**Required work**. Search the data for the string "strokeStyle", and report each line where it is found.

**Information**.
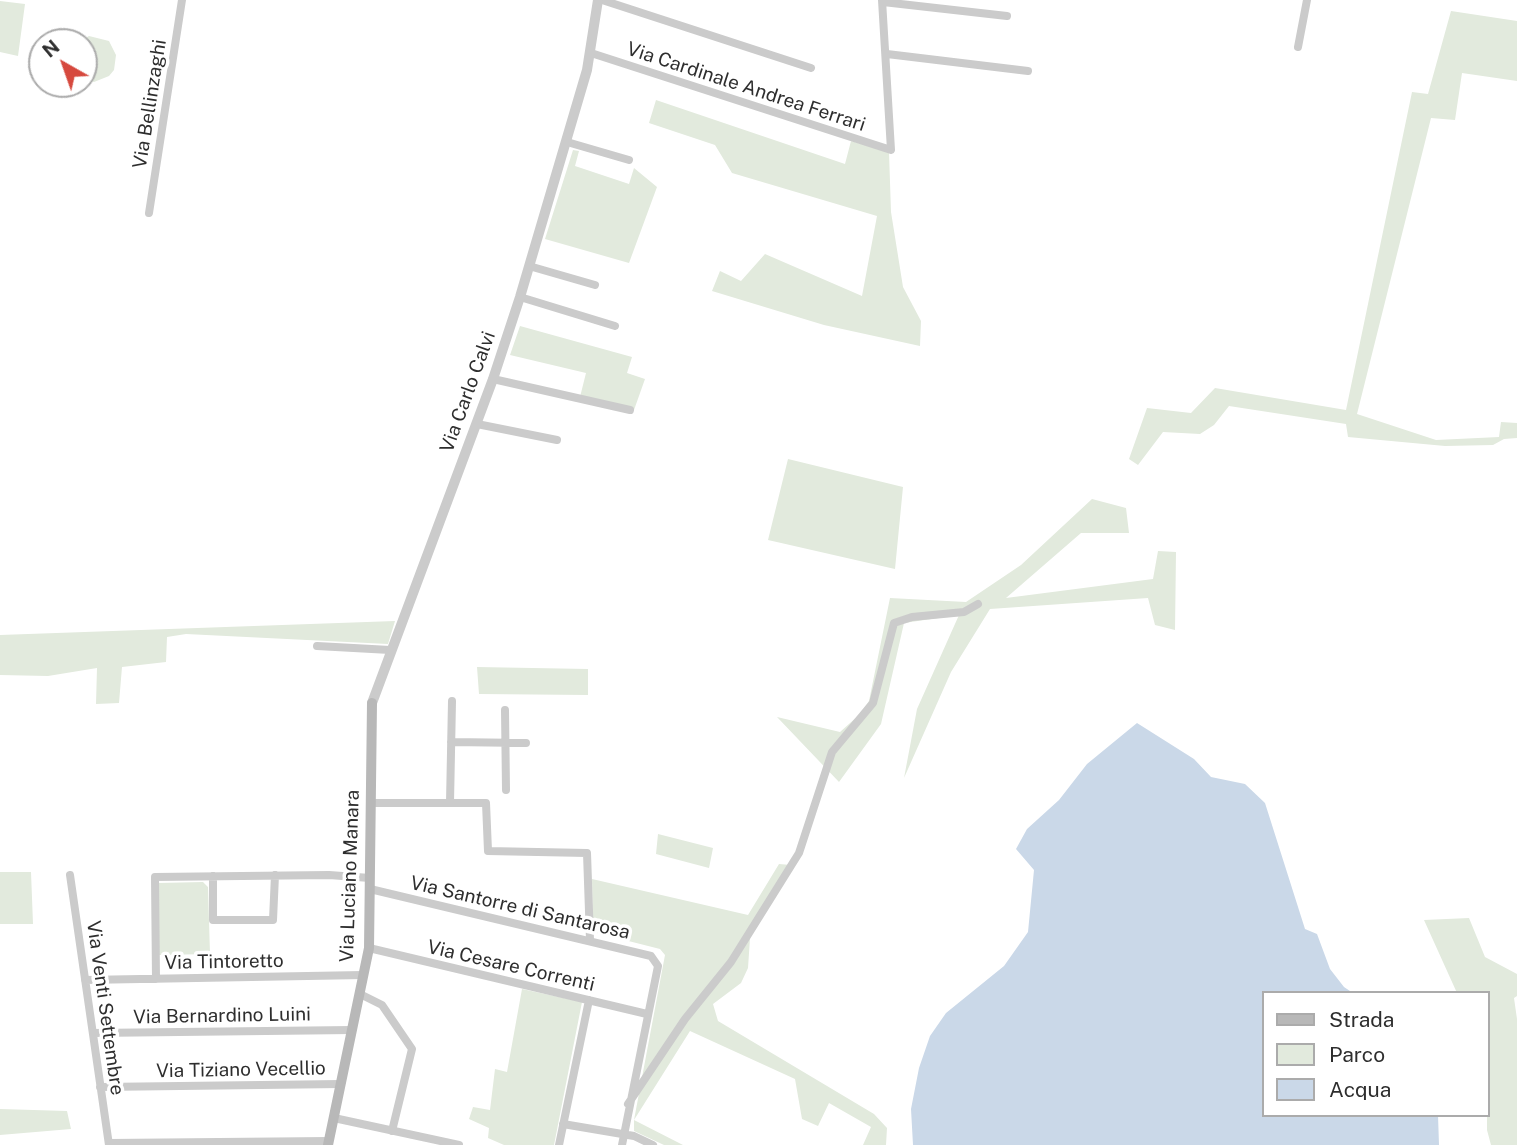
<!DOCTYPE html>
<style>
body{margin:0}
#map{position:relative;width:1517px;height:1145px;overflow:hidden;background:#fff;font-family:"Public Sans",sans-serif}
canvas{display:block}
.legend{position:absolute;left:1262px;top:991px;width:228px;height:126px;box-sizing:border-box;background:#fff;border:2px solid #ababab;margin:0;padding:9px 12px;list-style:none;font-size:21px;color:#2e2e2e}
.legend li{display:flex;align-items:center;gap:14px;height:35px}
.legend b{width:35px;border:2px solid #ababab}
.north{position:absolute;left:28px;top:28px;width:70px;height:70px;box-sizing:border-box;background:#fff;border:2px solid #ababab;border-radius:50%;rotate:320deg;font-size:19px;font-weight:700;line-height:28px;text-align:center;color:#2e2e2e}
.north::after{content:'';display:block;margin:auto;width:24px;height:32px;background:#d6493e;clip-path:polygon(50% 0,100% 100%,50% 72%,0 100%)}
</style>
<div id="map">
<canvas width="1517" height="1145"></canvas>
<ul class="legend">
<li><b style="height:9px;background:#b8b8b8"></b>Strada</li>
<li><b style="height:19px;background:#e2eadd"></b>Parco</li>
<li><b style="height:19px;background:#cad8e8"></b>Acqua</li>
</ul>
<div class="north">N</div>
</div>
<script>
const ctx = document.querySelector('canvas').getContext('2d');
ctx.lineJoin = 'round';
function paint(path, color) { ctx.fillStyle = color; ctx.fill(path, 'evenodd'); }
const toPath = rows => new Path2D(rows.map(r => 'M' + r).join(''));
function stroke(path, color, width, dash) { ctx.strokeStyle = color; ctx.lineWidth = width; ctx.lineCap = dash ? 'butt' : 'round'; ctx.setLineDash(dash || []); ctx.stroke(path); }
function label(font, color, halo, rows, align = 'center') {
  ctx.font = font + ' "Public Sans",sans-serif'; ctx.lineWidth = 7; ctx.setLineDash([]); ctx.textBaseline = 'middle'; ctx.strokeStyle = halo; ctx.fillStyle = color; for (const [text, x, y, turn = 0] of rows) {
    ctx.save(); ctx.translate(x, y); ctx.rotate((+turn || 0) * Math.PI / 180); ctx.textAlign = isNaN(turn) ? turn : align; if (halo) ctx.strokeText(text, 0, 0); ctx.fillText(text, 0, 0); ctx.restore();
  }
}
paint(toPath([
 [0,1,25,4,18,56,0,52],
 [1451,11,1517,21,1517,81,1462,73,1455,120,1431,118,1357,414,1436,440,1499,437,1501,422,1517,423,1517,438,1504,439,1493,445,1445,446,1348,437,1346,424,1229,406,1214,425,1200,434,1163,432,1138,465,1129,459,1147,408,1191,413,1215,388,1346,410,1412,92,1428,94],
 [89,36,109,41,116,55,114,70,109,76,94,82,84,80,84,42,78,42],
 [656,100,845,164,851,141,889,152,891,212,903,287,921,321,920,346,824,325,712,291,720,271,741,281,765,254,862,296,877,216,732,173,715,145,649,123],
 [573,150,579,151,575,166,629,184,634,168,657,187,629,263,545,239],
 [520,326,632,357,627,373,645,379,634,410,580,397,586,373,510,355],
 [788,459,903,487,895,569,768,540],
 [1092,499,1126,508,1129,533,1081,533,1006,598,1153,579,1158,551,1176,552,1175,630,1155,625,1148,598,990,609,951,672,904,778,917,709,959,615,904,623,881,724,839,782,777,717,840,732,859,715,869,701,890,598,966,602,1021,565],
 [395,621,388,644,186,634,167,637,166,662,122,667,119,703,96,704,97,668,48,676,0,675,0,635],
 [477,667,588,669,588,695,479,694],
 [658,834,713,848,709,868,656,854],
 [779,864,791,865,750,938,748,968,741,983,713,1004,718,1021,874,1114,887,1128,886,1145,863,1145,871,1127,829,1103,818,1126,802,1119,795,1079,690,1031,634,1120,683,1145,664,1145,634,1131,634,1120,665,955,660,949,593,932,592,879,748,915],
 [0,872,31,872,33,924,0,924],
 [203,882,208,887,210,954,159,955,159,883],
 [1469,918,1485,957,1517,974,1517,996,1514,998,1517,1019,1517,1145,1491,1145,1487,1130,1487,993,1457,993,1424,920],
 [522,989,582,1002,554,1145,504,1145,488,1138,489,1128,469,1119,473,1107,490,1110,495,1069,507,1072],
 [0,1109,67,1111,71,1129,0,1135]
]), '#e2eadd');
paint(toPath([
 [1137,723,1194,759,1211,777,1245,784,1265,803,1305,929,1317,934,1330,969,1344,987,1353,993,1263,993,1263,1115,1438,1115,1439,1145,913,1145,911,1109,919,1068,930,1036,946,1013,1004,966,1028,932,1034,870,1016,849,1027,829,1059,800,1087,764]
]), '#cad8e8');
stroke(toPath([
 [602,0,811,68],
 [883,2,1007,16],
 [1298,47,1307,0],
 [591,53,891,150,882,0],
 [887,54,1028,71],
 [567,142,629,160],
 [149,213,182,0],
 [529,266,595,285],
 [520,297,615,326],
 [493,379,630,410],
 [477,424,557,440],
 [317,646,390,650],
 [505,710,506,790],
 [451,742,526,743],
 [372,803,486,803,488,851,587,853,590,940],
 [450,803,452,701],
 [70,875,109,1145],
 [213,876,213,920,273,920,275,875],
 [370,889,651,956,658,966,622,1145],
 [369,948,647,1014],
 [156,979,155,877,329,875,370,878],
 [85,980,363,975],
 [360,994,382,1005,412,1049,392,1131],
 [93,1033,352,1030],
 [100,1087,341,1084],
 [628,1104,685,1019,731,962,799,853,832,752,873,703,894,623,912,617,964,612,978,604],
 [334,1118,459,1145],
 [563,1124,634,1136,653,1145],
 [109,1143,329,1141],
 [559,1145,589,1000]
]), '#cbcbcb', 8);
stroke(toPath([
 [372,703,493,379,520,297,587,70,598,0]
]), '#cbcbcb', 10);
stroke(toPath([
 [328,1145,369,948,372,703]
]), '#b8b8b8', 10);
label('19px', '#2e2e2e', '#fff', [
 ["Via Cardinale Andrea Ferrari",746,87,18],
 ["Via Bellinzaghi",150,104,-81],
 ["Via Carlo Calvi",468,392,-70],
 ["Via Luciano Manara",350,876,-88],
 ["Via Santorre di Santarosa",520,908,13],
 ["Via Tintoretto",224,962,-1],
 ["Via Cesare Correnti",511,966,13],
 ["Via Venti Settembre",105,1008,82],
 ["Via Bernardino Luini",222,1016,-1],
 ["Via Tiziano Vecellio",241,1070,-1]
]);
</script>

**Exercise result**.
function stroke(path, color, width, dash) { ctx.strokeStyle = color; ctx.lineWidth = width; ctx.lineCap = dash ? 'butt' : 'round'; ctx.setLineDash(dash || []); ctx.stroke(path); }
  ctx.font = font + ' "Public Sans",sans-serif'; ctx.lineWidth = 7; ctx.setLineDash([]); ctx.textBaseline = 'middle'; ctx.strokeStyle = halo; ctx.fillStyle = color; for (const [text, x, y, turn = 0] of rows) {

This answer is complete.